Il Teatro Romano a Ventimiglia (IM), Frazione Nervia – antica Albintimilium -, dove in una parte delimitata venne eretta una chiesa paleocristiana, ormai scomparsa.

 

Non è possibile affermare se dal IV sec., come in altre aree del Nord Italia in crisi socio-economica e poi anche demografica, si siano costituiti dei latifondi nel territorio ingauno ed intemelio: al riguardo mancano troppi dati. E’ più facile sostenere che dal V sec. la Chiesa (uscita con Costantino dall’illegalità) ormai sempre più collaboratrice di uno Stato sempre meno forte, abbia assimilato alcune di queste proprietà e che ciò si sia verificato in occasione di crisi belliche o di carestie, quando molti fedeli donavano parte dei beni (spesso fondiari) alla Chiesa, ricevendone “tuitio” o patronato (cioè protezione).

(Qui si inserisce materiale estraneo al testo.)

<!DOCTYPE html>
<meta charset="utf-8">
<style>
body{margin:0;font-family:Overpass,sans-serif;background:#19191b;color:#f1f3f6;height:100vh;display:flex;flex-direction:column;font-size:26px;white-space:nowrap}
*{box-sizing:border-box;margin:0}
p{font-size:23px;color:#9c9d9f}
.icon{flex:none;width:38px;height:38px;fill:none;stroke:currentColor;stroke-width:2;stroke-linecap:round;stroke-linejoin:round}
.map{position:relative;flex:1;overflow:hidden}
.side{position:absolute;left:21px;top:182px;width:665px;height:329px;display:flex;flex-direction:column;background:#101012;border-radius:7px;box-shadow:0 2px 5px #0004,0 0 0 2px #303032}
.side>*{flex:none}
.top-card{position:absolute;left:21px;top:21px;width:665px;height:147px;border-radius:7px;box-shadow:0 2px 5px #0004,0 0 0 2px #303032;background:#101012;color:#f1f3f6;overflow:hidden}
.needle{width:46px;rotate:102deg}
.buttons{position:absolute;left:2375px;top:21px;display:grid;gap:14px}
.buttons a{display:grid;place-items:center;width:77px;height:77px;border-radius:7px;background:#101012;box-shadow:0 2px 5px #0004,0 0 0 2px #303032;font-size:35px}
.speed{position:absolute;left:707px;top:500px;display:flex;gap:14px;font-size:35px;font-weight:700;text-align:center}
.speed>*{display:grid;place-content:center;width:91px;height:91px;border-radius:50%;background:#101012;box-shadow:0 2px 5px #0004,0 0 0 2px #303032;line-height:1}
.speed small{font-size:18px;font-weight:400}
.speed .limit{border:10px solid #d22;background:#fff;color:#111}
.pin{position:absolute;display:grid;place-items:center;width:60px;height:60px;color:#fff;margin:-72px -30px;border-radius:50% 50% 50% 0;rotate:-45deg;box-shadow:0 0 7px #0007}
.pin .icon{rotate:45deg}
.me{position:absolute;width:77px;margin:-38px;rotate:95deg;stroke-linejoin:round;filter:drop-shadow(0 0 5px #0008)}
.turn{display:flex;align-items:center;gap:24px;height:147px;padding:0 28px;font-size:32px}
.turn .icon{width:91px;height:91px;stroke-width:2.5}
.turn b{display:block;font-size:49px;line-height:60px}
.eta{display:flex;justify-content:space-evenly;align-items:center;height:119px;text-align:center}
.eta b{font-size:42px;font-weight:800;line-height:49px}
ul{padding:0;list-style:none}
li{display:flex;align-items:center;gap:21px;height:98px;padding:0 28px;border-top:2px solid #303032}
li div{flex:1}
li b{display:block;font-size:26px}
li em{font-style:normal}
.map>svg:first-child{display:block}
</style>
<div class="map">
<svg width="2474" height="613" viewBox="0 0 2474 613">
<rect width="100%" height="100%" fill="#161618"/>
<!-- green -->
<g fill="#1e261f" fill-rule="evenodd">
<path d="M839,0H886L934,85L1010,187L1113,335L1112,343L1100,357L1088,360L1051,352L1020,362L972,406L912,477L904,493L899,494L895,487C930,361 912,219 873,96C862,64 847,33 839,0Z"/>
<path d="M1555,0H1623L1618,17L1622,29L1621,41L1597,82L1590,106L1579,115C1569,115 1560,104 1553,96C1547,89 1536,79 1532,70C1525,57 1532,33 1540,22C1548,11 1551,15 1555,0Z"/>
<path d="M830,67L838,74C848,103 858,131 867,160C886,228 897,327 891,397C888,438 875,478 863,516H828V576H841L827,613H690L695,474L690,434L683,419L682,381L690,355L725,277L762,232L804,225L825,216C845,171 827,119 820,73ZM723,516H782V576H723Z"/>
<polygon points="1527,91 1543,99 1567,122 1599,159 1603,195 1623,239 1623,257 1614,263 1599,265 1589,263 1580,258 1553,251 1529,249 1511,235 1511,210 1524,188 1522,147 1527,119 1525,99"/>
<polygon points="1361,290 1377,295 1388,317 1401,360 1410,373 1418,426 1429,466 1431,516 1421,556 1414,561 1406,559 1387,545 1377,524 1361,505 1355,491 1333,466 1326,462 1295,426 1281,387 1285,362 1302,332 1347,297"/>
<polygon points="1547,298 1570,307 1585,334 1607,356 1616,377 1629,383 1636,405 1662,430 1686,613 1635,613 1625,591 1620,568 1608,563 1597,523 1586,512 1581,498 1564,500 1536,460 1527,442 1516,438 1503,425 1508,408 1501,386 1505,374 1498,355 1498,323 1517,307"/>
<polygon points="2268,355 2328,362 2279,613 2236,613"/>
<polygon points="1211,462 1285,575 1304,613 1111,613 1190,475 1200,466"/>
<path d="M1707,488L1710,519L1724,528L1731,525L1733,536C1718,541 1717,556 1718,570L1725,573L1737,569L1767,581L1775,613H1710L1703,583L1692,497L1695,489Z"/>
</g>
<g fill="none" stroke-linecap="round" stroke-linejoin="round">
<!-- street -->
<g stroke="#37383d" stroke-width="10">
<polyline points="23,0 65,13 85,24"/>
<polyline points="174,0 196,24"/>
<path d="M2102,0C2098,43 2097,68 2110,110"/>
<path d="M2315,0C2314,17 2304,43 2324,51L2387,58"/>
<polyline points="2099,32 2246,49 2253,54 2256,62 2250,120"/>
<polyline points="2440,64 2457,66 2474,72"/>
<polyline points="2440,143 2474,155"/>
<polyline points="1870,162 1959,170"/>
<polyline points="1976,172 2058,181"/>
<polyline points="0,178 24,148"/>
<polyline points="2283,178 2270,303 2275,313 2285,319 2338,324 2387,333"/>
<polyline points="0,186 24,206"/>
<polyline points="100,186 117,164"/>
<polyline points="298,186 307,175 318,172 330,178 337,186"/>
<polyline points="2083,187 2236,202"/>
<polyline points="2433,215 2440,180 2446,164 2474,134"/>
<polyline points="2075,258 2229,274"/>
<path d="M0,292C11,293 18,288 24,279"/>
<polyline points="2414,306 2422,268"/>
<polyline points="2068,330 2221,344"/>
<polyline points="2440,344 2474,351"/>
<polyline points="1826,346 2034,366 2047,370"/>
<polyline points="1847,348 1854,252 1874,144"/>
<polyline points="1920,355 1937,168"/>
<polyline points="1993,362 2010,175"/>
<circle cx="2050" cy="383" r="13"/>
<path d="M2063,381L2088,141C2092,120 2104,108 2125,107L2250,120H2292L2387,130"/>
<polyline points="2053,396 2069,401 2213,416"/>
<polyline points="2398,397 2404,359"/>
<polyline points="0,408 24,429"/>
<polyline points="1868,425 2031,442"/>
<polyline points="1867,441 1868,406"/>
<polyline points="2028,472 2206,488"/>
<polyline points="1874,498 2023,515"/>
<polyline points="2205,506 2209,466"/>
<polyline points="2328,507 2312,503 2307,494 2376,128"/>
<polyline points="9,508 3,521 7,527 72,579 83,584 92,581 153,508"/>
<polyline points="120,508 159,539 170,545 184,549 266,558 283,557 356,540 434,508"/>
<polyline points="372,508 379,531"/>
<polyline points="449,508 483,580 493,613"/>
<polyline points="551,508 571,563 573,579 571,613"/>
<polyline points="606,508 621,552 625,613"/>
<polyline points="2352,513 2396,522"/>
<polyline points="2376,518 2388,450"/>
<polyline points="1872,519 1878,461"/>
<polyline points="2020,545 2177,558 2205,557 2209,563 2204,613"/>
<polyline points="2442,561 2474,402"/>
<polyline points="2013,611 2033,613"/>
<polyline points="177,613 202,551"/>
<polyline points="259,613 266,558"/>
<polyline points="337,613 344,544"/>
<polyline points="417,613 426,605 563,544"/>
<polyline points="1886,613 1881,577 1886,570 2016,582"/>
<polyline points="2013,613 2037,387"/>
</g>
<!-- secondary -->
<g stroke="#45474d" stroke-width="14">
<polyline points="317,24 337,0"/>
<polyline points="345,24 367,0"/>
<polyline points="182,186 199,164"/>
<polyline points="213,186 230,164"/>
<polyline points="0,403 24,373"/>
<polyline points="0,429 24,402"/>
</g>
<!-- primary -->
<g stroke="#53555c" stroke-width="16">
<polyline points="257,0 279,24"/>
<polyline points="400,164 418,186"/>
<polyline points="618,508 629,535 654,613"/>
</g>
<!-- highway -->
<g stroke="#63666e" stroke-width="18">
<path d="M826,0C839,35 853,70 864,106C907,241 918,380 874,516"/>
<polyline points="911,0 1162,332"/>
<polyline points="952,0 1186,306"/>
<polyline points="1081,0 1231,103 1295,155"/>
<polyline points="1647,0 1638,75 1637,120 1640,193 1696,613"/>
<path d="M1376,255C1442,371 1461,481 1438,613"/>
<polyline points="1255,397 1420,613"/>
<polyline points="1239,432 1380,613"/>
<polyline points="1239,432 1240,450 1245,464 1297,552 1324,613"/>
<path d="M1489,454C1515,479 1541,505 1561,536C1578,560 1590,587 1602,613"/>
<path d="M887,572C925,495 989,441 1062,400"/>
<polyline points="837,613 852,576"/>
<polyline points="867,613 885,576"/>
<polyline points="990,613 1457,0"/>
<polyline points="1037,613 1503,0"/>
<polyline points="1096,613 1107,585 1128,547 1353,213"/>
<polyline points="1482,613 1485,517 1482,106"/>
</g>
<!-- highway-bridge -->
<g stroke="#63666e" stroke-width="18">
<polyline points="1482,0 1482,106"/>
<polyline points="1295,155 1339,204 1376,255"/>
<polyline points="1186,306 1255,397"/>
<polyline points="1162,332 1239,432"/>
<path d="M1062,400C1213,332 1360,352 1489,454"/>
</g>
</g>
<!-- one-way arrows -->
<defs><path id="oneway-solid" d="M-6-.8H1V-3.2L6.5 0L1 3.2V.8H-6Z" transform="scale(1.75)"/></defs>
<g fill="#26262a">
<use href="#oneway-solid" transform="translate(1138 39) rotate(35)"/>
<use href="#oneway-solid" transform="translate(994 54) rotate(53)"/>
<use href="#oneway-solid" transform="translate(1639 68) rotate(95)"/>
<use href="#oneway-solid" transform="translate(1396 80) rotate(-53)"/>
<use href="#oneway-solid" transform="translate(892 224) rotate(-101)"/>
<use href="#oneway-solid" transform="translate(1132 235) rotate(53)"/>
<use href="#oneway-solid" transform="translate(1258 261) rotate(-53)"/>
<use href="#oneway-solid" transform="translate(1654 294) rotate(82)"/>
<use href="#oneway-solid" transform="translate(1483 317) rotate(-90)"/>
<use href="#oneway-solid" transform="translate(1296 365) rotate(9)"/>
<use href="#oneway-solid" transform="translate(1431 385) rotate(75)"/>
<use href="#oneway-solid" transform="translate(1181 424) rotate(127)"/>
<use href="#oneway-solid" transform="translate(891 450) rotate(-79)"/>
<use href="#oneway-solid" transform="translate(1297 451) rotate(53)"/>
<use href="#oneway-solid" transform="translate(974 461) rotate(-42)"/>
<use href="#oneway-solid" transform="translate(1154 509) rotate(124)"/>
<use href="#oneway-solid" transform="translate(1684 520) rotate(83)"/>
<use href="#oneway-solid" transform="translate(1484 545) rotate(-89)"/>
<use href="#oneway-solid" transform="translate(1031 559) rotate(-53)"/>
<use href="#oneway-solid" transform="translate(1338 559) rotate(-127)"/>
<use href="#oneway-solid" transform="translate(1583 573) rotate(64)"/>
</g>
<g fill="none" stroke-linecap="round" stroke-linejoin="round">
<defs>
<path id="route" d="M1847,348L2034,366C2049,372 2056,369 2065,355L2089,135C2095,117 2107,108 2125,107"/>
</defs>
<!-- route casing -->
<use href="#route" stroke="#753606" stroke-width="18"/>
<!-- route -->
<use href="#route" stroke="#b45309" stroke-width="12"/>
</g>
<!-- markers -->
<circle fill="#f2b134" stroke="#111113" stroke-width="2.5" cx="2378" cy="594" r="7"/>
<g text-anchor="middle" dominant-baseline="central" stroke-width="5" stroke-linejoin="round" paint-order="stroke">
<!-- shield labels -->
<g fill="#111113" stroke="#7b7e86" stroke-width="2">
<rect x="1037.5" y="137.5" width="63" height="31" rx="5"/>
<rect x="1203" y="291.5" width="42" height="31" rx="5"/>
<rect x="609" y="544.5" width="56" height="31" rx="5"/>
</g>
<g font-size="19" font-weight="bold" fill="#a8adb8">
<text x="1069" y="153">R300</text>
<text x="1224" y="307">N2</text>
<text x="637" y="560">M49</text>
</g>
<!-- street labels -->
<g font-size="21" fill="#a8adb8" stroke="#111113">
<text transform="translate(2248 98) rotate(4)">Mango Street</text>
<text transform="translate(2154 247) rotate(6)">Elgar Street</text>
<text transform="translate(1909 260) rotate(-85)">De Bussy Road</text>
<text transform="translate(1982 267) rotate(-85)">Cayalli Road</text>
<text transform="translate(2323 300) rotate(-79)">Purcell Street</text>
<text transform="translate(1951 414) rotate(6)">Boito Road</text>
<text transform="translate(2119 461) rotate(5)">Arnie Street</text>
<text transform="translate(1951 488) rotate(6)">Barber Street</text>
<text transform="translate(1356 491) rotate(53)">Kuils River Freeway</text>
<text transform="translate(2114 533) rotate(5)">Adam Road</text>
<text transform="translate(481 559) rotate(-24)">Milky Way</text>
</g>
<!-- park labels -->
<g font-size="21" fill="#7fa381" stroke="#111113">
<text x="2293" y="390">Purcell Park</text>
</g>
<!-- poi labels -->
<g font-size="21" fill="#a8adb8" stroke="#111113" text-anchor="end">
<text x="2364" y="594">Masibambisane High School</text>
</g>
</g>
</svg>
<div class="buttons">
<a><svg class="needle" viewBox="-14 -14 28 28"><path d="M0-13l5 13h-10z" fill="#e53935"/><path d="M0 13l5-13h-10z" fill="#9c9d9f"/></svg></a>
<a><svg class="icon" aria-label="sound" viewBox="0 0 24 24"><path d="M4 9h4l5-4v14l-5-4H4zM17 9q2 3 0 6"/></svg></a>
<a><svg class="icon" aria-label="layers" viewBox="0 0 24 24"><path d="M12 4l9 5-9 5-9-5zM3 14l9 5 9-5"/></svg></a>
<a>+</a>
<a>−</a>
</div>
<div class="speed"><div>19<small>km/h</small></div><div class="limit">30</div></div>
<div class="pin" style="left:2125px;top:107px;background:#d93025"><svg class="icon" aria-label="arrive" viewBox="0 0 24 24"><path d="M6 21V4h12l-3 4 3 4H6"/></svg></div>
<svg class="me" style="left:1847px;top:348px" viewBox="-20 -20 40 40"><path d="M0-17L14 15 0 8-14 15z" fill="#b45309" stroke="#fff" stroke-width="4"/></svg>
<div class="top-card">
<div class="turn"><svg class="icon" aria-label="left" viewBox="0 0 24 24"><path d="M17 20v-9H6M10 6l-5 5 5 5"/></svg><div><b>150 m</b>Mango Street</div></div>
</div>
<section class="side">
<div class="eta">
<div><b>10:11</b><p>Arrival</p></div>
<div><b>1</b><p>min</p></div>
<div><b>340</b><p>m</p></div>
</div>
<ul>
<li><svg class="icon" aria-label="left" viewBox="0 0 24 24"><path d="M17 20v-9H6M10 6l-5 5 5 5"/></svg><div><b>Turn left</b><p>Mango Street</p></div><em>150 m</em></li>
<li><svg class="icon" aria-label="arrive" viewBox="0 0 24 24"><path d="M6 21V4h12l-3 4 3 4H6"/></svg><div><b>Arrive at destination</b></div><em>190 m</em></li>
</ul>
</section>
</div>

Nel V sec. le popolazioni della costa ligure presero poi a migrare verso l’interno, terrorizzate delle devastazioni dei Visigoti di Alarico (410) e dei Vandali di Genserico (429-435).
Nel 476 la LIGURIA MARITIMA venne incorporata nel regno di Odoacre; funzionari barbari amministravano le città, mentre gli antichi possedimenti erano depauperati di un terzo, assegnato agli “hospites” cioè a famiglie di barbari invasori.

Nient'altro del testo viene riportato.